SDPD arrest an Occupy San Diego activist. Fall 2011.

by Michael Steinberg / blackrainpress – Indybay.org

A report released just recently detailed a government spy network that was employed to monitor the Occupy movement “hour-to-hour” during 2011.

The Washington DC- based Partnership for Justice Fund just released an investigative report, “The Hidden Role of Fusion Centers in the Nationwide Spying Operations against the Occupy Movement and Peaceful Protest in America.” It took two years to carry out this investigation. Its principal authors are PFJF members Maria Verheyden-Hilliard and Carl Messineo.
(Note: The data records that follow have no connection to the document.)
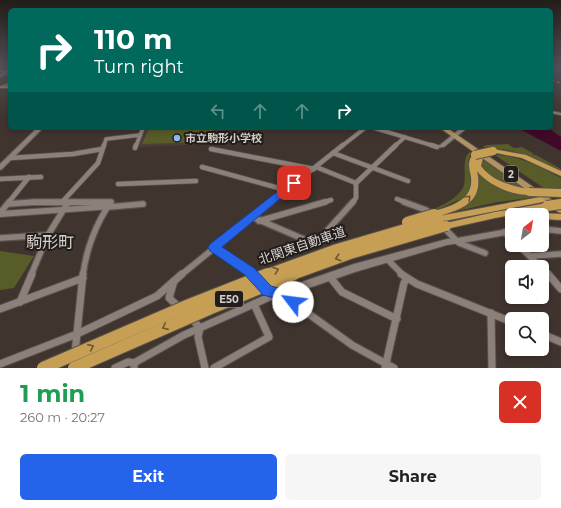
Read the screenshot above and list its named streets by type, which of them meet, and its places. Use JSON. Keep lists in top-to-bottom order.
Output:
{
  "streets": {
    "highway": ["北関東自動車道", "E50"],
    "main road": ["2"]
  },
  "crossings": [
    ["2", "北関東自動車道"]
  ],
  "districts": ["駒形町"],
  "places": ["市立駒形小学校"],
  "north": "top right",
  "page": {
    "turn": ["110 m", "Turn right"],
    "heading": ["1 min", "260 m · 20:27"],
    "buttons": ["Exit", "Share"]
  }
}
Fusion Centers, funded by hundred of millions of dollars from the Department of Homeland Security, sprung up across the nation after the 911 attacks. Their mission was ostensibly to fight terrorism. But ten years later they made fighting the Occupy Movement their Number 1 priority.

The report –

“provides highlights and analysis of how the Department 0f Homeland Security funded Fusion Centers used their vast anti-terrorism and anti-crime authority and funds to conduct a sprawling and nationwide hour-by-hour surveillance effort that targeted even the smallest activity of peaceful protesters in the Occupy Movement in the Fall and Winter of 2011.”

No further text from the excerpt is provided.